One analyst of Ukrainian-based group Femen said, “Ultimately, a message is only effective if it is clearly conveyed.” A related concept is that effectiveness is measured by persuasiveness. Was Amina’s protest persuasive? It got a lot of attention. Did it convince anyone who did not already see it their way — especially in Tunisia and other Muslim-majority nations? (If not, should she not have done it?)
Femen has been criticized because, while the “sextremists” may be off all body types, the media only broadcasts the standard vision of beauty. As such, “Femen’s political protest is obscured by the patriarchal objectification of their bodies.” To put it more simply “If the penis is keen, it probably demeans.”
There have also been allegedly religious arguments presented, saying the nakedness is debauchery and it risks infecting Tunisia.

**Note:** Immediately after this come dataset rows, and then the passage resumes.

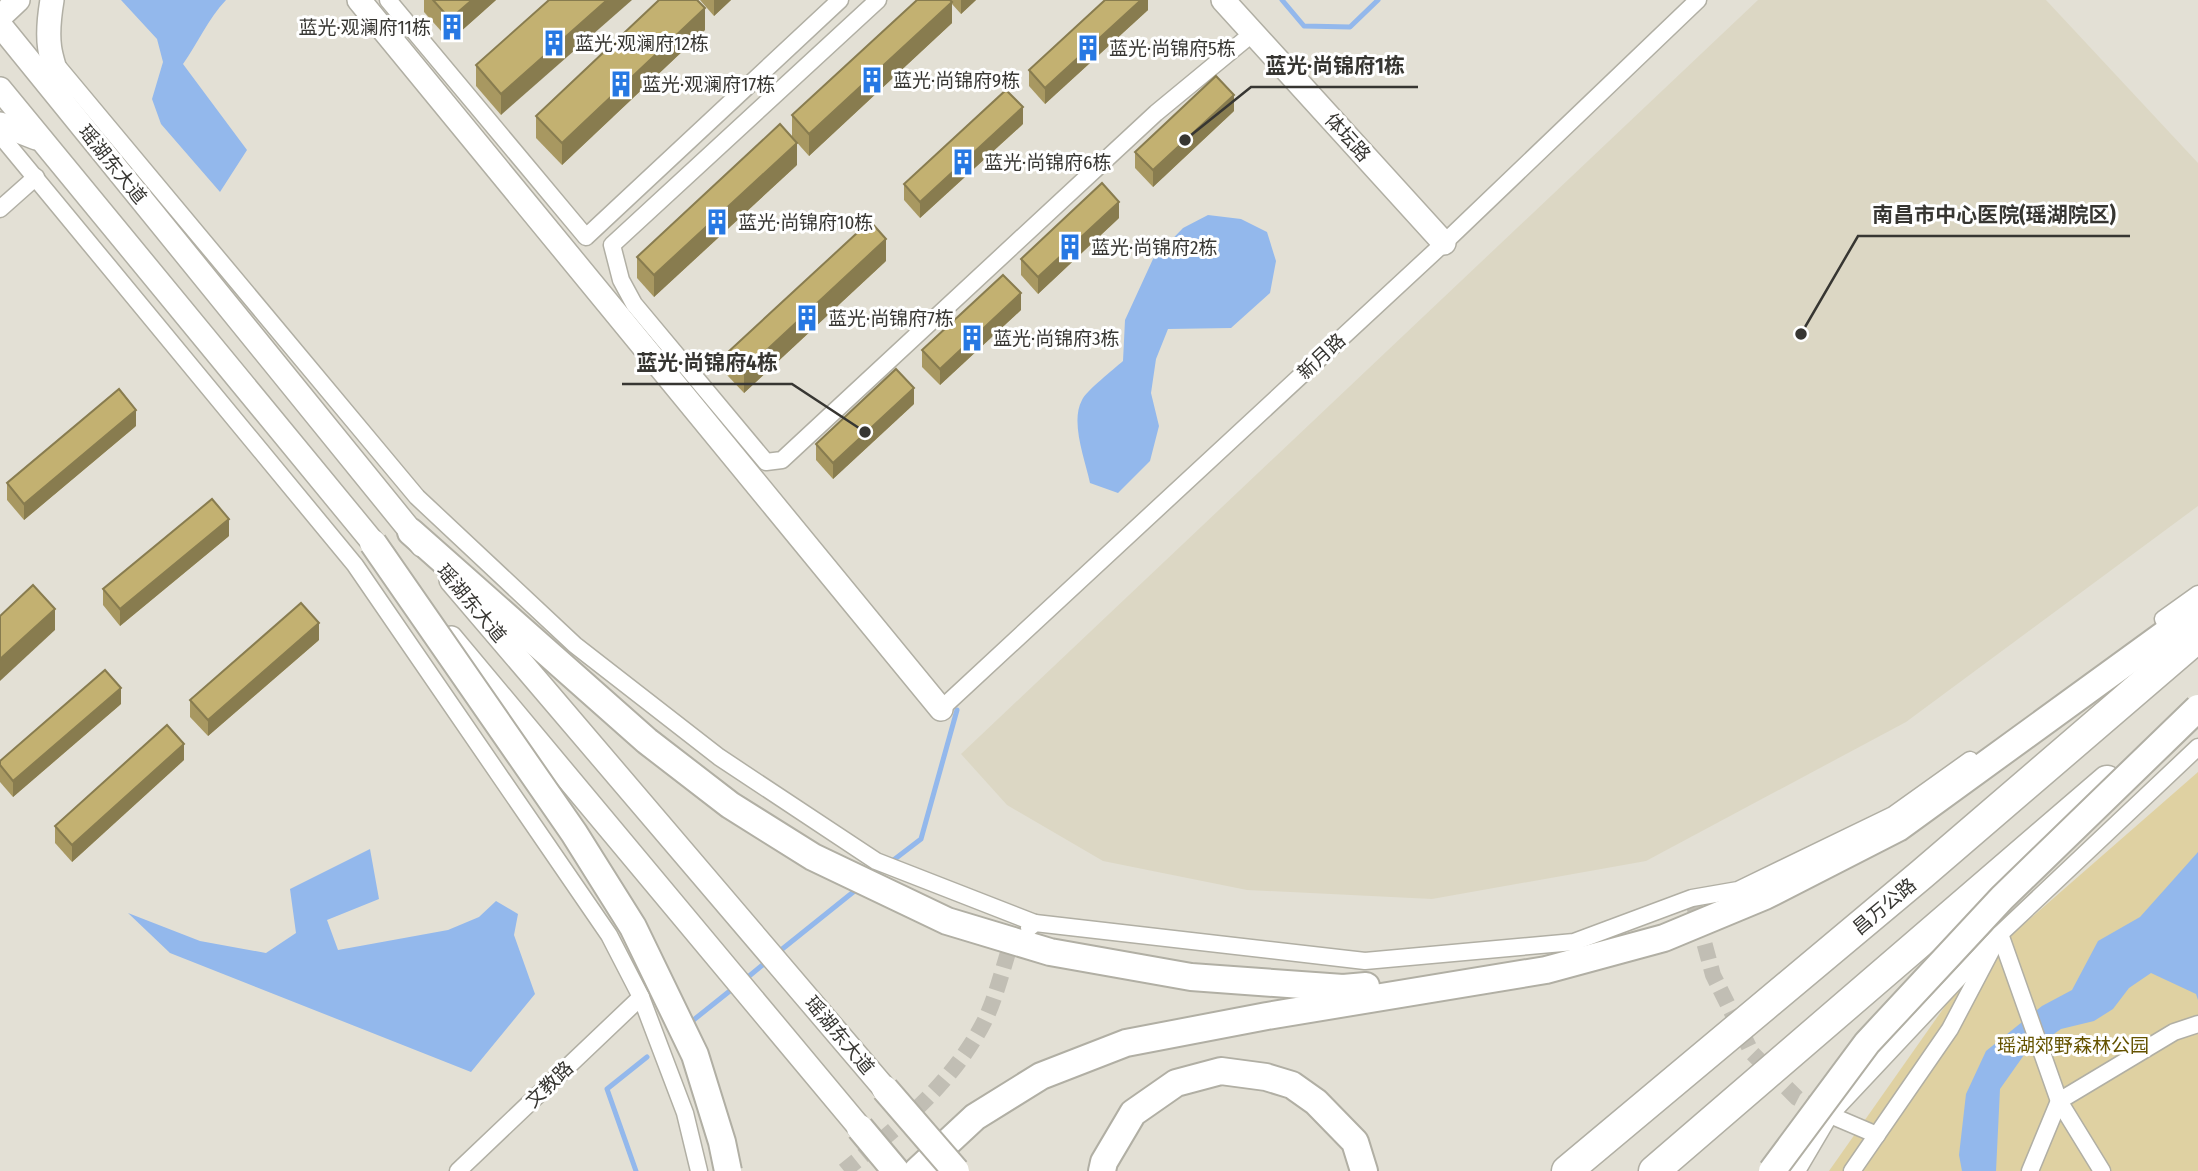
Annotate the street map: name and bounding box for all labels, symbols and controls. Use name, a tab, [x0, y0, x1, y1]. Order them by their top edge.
building icon: 蓝光·观澜府11栋	[437, 12, 467, 42]
place label: 蓝光·观澜府11栋	[298, 16, 431, 39]
building icon: 蓝光·观澜府12栋	[539, 28, 569, 58]
place label: 蓝光·观澜府12栋	[575, 32, 709, 55]
building icon: 蓝光·尚锦府5栋	[1073, 33, 1103, 63]
place label: 蓝光·尚锦府5栋	[1109, 37, 1236, 60]
callout: 蓝光·尚锦府1栋	[1251, 45, 1418, 87]
text: 蓝光·尚锦府1栋	[1265, 53, 1405, 79]
building icon: 蓝光·尚锦府9栋	[857, 65, 887, 95]
building icon: 蓝光·观澜府17栋	[606, 69, 636, 99]
place label: 蓝光·尚锦府9栋	[893, 69, 1020, 92]
place label: 蓝光·观澜府17栋	[642, 73, 775, 96]
street label: 体坛路	[1320, 108, 1375, 166]
street label: 瑶湖东大道	[74, 120, 151, 208]
building icon: 蓝光·尚锦府6栋	[948, 147, 978, 177]
place label: 蓝光·尚锦府6栋	[984, 151, 1111, 174]
callout: 南昌市中心医院(瑶湖院区)	[1858, 194, 2130, 236]
text: 南昌市中心医院(瑶湖院区)	[1872, 202, 2116, 228]
building icon: 蓝光·尚锦府10栋	[702, 207, 732, 237]
place label: 蓝光·尚锦府10栋	[738, 211, 873, 234]
building icon: 蓝光·尚锦府2栋	[1055, 232, 1085, 262]
place label: 蓝光·尚锦府2栋	[1091, 236, 1217, 259]
building icon: 蓝光·尚锦府7栋	[792, 303, 822, 333]
place label: 蓝光·尚锦府7栋	[828, 307, 954, 330]
building icon: 蓝光·尚锦府3栋	[957, 323, 987, 353]
place label: 蓝光·尚锦府3栋	[993, 327, 1120, 350]
street label: 新月路	[1293, 329, 1350, 384]
callout: 蓝光·尚锦府4栋	[622, 342, 792, 384]
text: 蓝光·尚锦府4栋	[636, 350, 778, 376]
street label: 瑶湖东大道	[432, 560, 511, 647]
street label: 昌万公路	[1848, 873, 1921, 940]
street label: 瑶湖东大道	[800, 992, 879, 1079]
park label: 瑶湖郊野森林公园	[1997, 1034, 2149, 1057]
street label: 文教路	[521, 1056, 578, 1112]

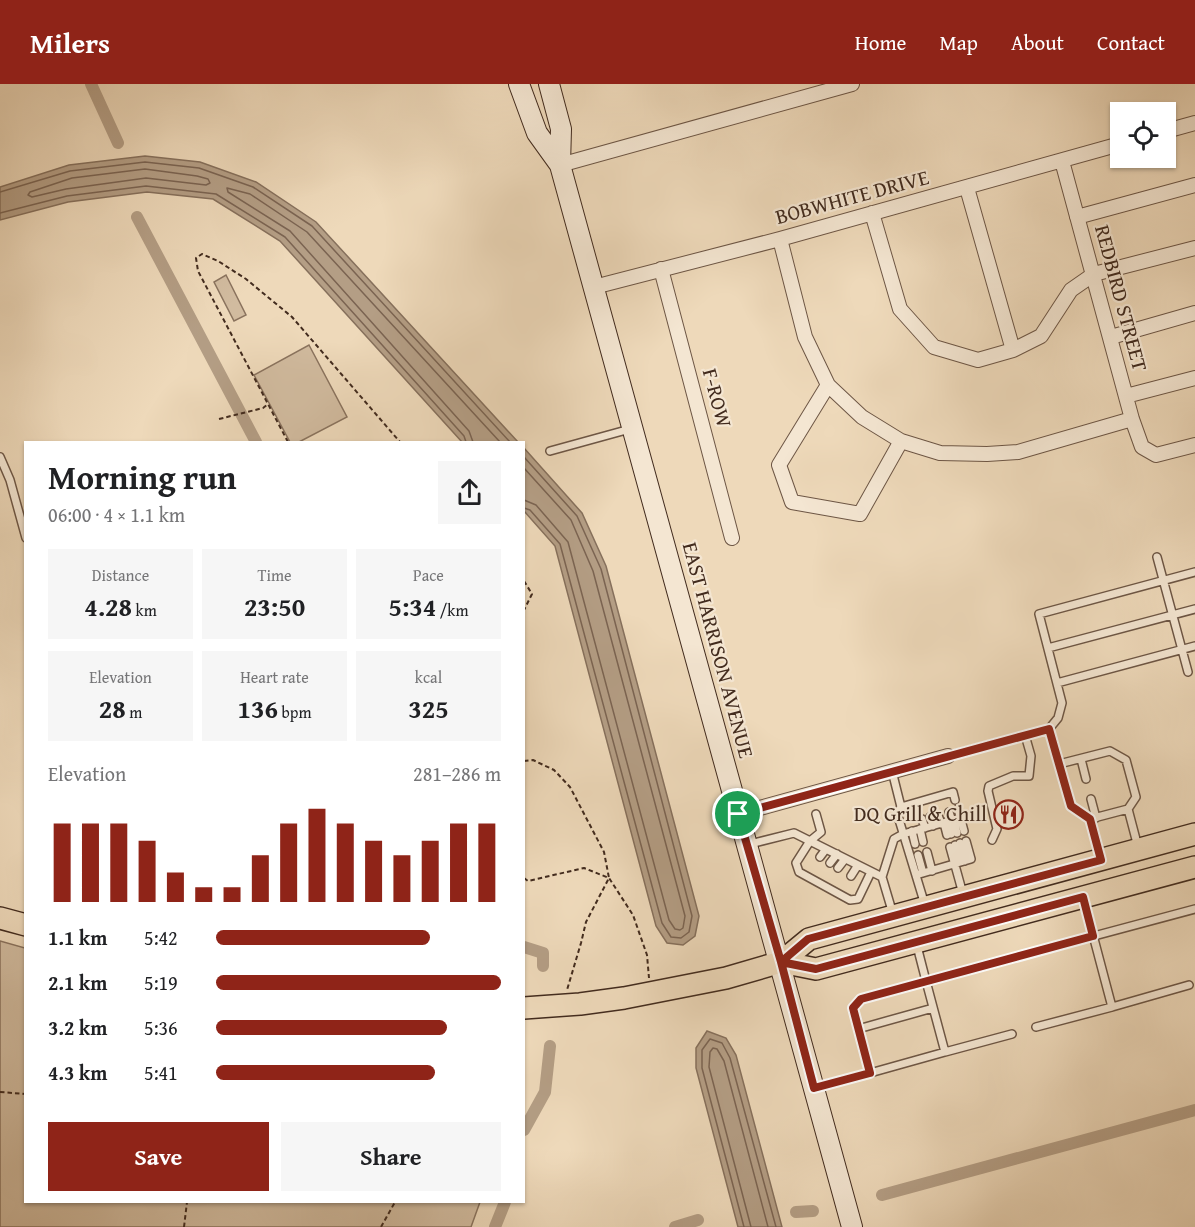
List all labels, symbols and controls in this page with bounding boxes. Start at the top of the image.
text: Milers [30,22,110,63]
text: Home [855,27,906,58]
text: Map [939,27,978,58]
text: About [1011,27,1064,58]
text: Contact [1097,27,1165,58]
map controls [1110,102,1176,168]
button: locate [1110,102,1176,168]
street label: BOBWHITE DRIVE [772,161,932,232]
street label: REDBIRD STREET [1087,221,1156,375]
street label: F-ROW [695,365,740,431]
text: Morning run [48,453,237,501]
button: share [438,461,501,524]
text: 06:00 · 4 × 1.1 km [48,500,185,529]
street label: EAST HARRISON AVENUE [675,538,762,762]
text: Distance [92,563,149,587]
text: Time [257,563,292,587]
text: Pace [413,563,444,587]
text: 4.28 [84,587,132,626]
text: 23:50 [244,587,305,626]
text: 5:34 [388,587,436,626]
text: km [132,598,157,622]
text: /km [436,598,469,622]
text: Elevation [89,665,152,689]
text: Heart rate [240,665,309,689]
text: kcal [415,665,442,689]
text: 28 [99,689,126,728]
text: 136 [238,689,278,728]
text: 325 [408,689,449,728]
text: m [126,700,142,724]
text: bpm [278,700,311,724]
text: Elevation [48,759,126,788]
text: 281–286 m [413,759,501,788]
pin [712,788,763,839]
icon: arrive [721,797,754,830]
place label: DQ Grill & Chill [854,798,987,829]
restaurant icon: DQ Grill & Chill [992,798,1024,830]
text: 1.1 km [48,923,107,952]
text: 5:42 [144,923,178,952]
text: 2.1 km [48,968,107,997]
text: 5:19 [144,968,178,997]
text: 3.2 km [48,1013,107,1042]
text: 5:36 [144,1013,178,1042]
text: 4.3 km [48,1058,107,1087]
text: 5:41 [144,1058,178,1087]
button: Save [48,1122,269,1191]
button: Share [281,1122,501,1191]

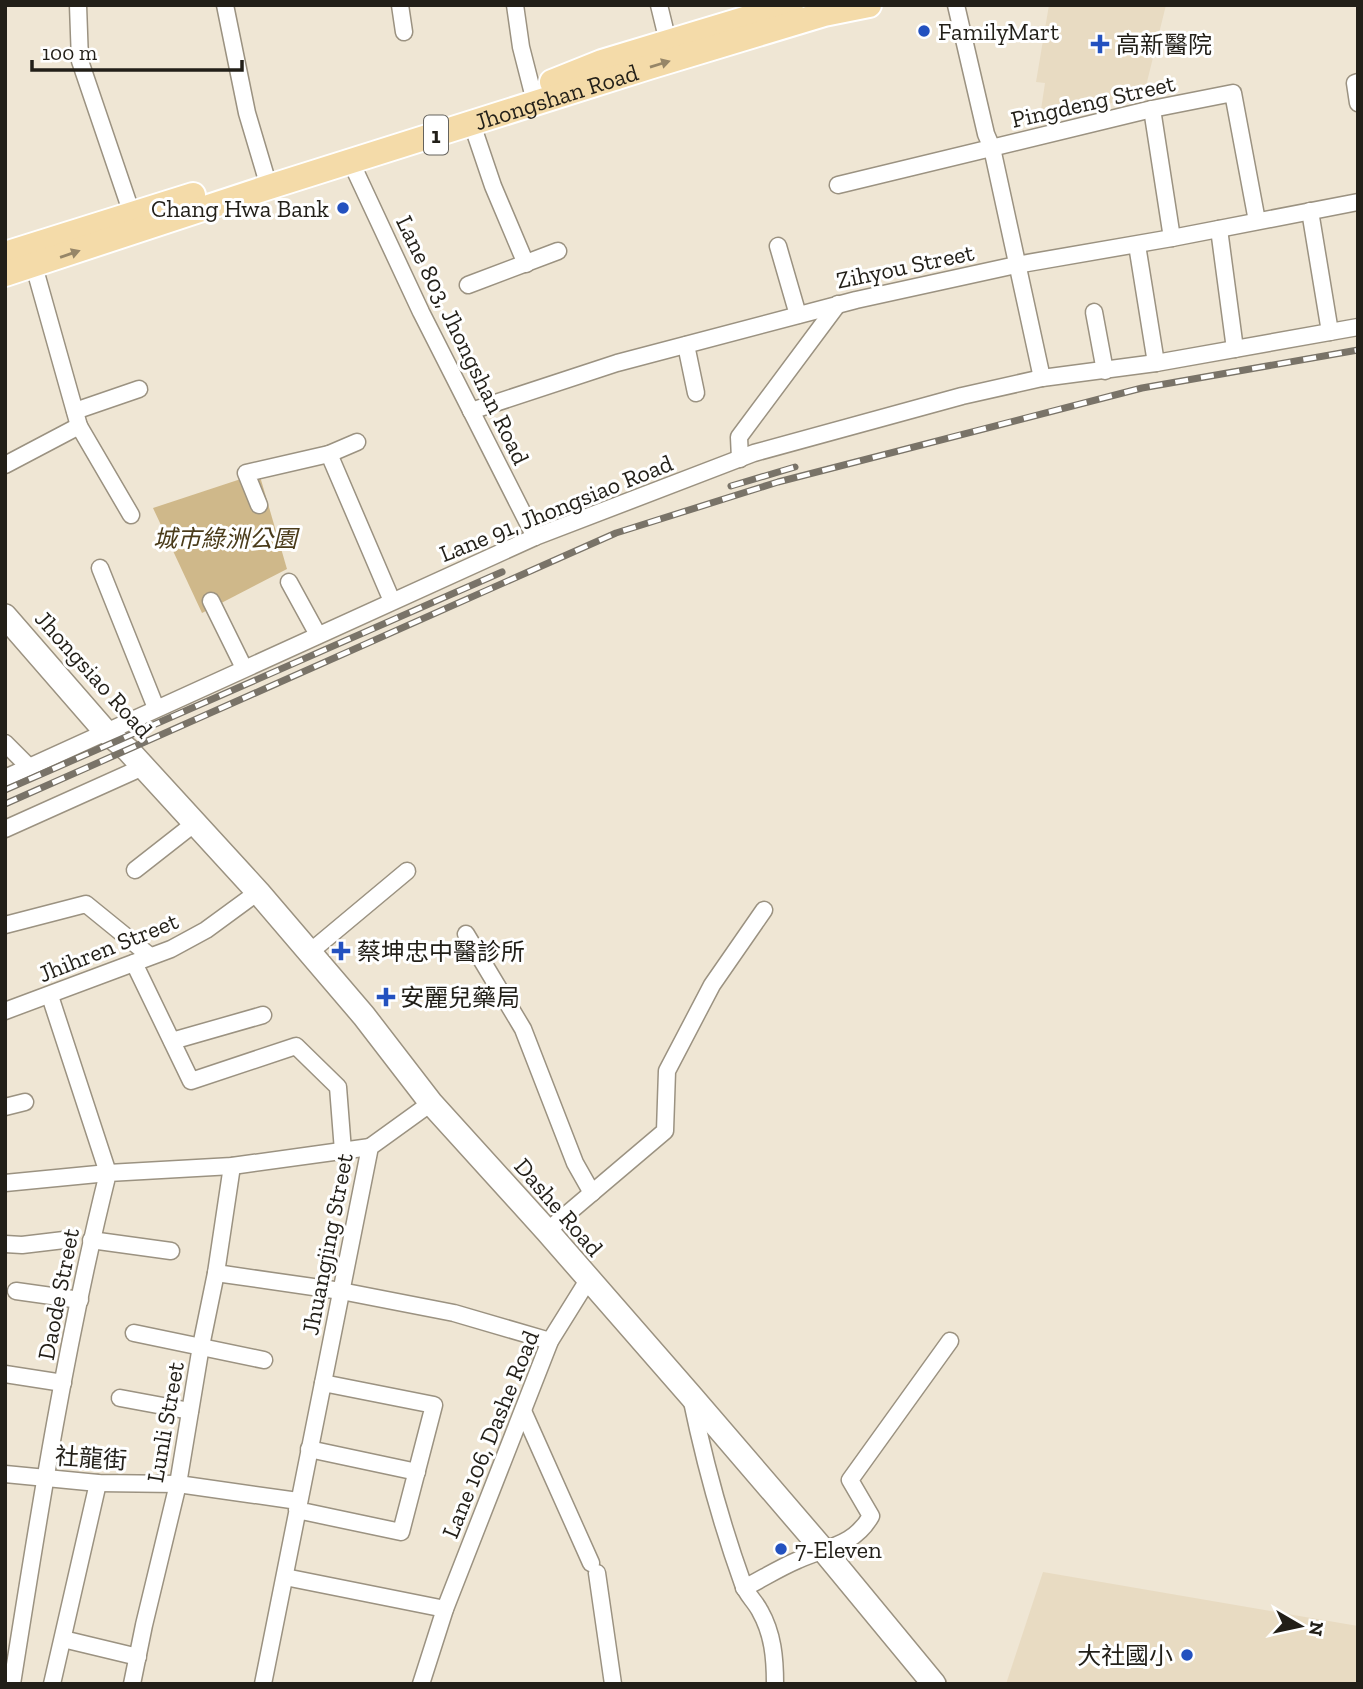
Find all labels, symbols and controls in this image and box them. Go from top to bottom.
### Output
place label: FamilyMart [938,17,1059,46]
marker: FamilyMart [916,23,932,39]
scale bar [32,28,242,72]
place label: 高新醫院 [1116,30,1212,59]
marker: 高新醫院 [1090,34,1110,54]
text: 100 m [42,40,97,65]
street label: Jhongshan Road [471,57,642,136]
one-way arrow [650,58,671,68]
street label: Pingdeng Street [1008,68,1178,134]
road number: 1 [424,116,448,154]
place label: Chang Hwa Bank [151,194,330,223]
marker: Chang Hwa Bank [335,200,351,216]
street label: Lane 803, Jhongshan Road [390,211,536,469]
street label: Zihyou Street [834,237,977,295]
one-way arrow [60,248,81,258]
street label: Lane 91, Jhongsiao Road [435,448,677,568]
park label: 城市綠洲公園 [153,524,300,553]
street label: Jhongsiao Road [29,604,159,744]
street label: Jhihren Street [34,906,182,988]
place label: 蔡坤忠中醫診所 [357,937,525,966]
marker: 蔡坤忠中醫診所 [331,941,351,961]
place label: 安麗兒藥局 [400,983,520,1012]
marker: 安麗兒藥局 [378,989,394,1005]
street label: Jhuangjing Street [295,1150,359,1337]
street label: Dashe Road [508,1152,610,1262]
street label: Daode Street [31,1225,85,1362]
street label: Lane 106, Dashe Road [435,1326,545,1542]
street label: Lunli Street [140,1359,190,1485]
street label: 社龍街 [54,1441,128,1475]
place label: 7-Eleven [795,1535,882,1564]
marker: 7-Eleven [773,1541,789,1557]
north arrow [1265,1591,1335,1661]
text: N [1304,1620,1329,1638]
place label: 大社國小 [1077,1641,1173,1670]
marker: 大社國小 [1179,1647,1195,1663]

Religion, a touchy issue, cannot be avoided. In a formerly quasi-secular country like Tunisia, it is a hot issue. Solidarity with activists who reject the strand of Islam (or any religion) that resorts to intimidation and harassment Amina apparently has endured is not a bad thing.
At the same time, we cannot ignore the context of global war and Islamophobia, and the ways in which what a woman wears (the veil, the burqa, no top, etc.) is the focus of analysis of women’s rights in a Muslim-majority nation. The West seems to look at images of oppressed Muslim women, but not really be that interested in other images of women from Muslim-majority nations showing strength or accomplishment (or at least not with the same appetite). And when we see groups like the neo-racist English Defense League cheering on FEMEN for targeting Islam (their phrase, not mine), it’s got to raise some eyebrows.
Some Muslim women organized a counter-protest, saying that they didn’t need saving and that nudity was not liberation, tweeting pictures with such captions as, “#ToplessJihadDay? No, Muslim women reject the efforts of racist, Islamophobic, Imperialists like Femen,” followed by #MuslimahPride.
So, what to make it of it all?
Amina Tyler deserves the freedom to choose what to wear or not to wear. Her honor is her own and not determined by what she wears, nor is it anyone else’s business. Yet the delight this action has generated alerts us that not everyone out there is a friend to women, or particularly a friend to North African Arab or Amazigh women, to women living in Muslim-majority countries. They may claim to be feminists acting in solidarity, but this claim will be treated with some skepticism, and perhaps with good reason.